**THE TASK:** An unchanged copy of every record below, without pictures, is the goal.

━━ SUPPLIED MATERIAL ━━

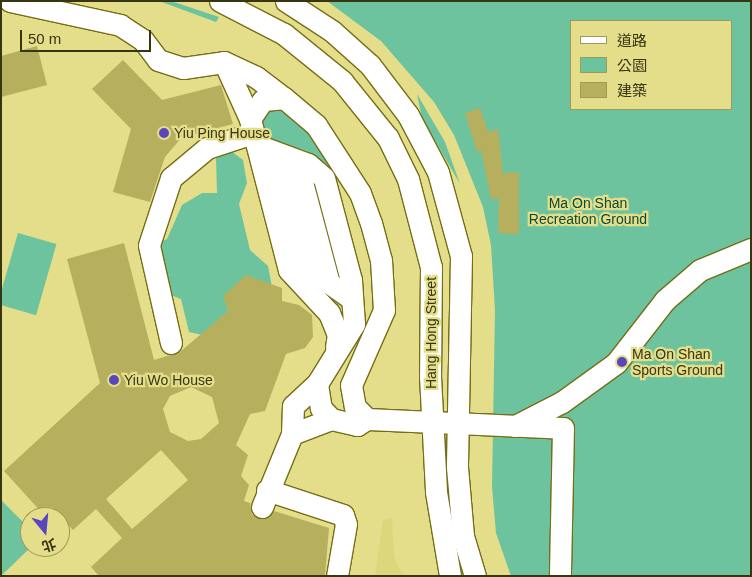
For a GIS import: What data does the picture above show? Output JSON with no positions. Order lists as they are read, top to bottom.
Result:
{
  "streets": {
    "street": ["Hang Hong Street"]
  },
  "parks": ["Ma On Shan Recreation Ground"],
  "places": ["Yiu Ping House", "Ma On Shan Sports Ground", "Yiu Wo House"],
  "legend": ["道路", "公園", "建築"],
  "scale_bar": "50 m",
  "north": "bottom"
}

━━━

**REPLY:**
For a GIS import: What data does the picture above show? Output JSON with no positions. Order lists as they are read, top to bottom.
Result:
{
  "streets": {
    "street": ["Hang Hong Street"]
  },
  "parks": ["Ma On Shan Recreation Ground"],
  "places": ["Yiu Ping House", "Ma On Shan Sports Ground", "Yiu Wo House"],
  "legend": ["道路", "公園", "建築"],
  "scale_bar": "50 m",
  "north": "bottom"
}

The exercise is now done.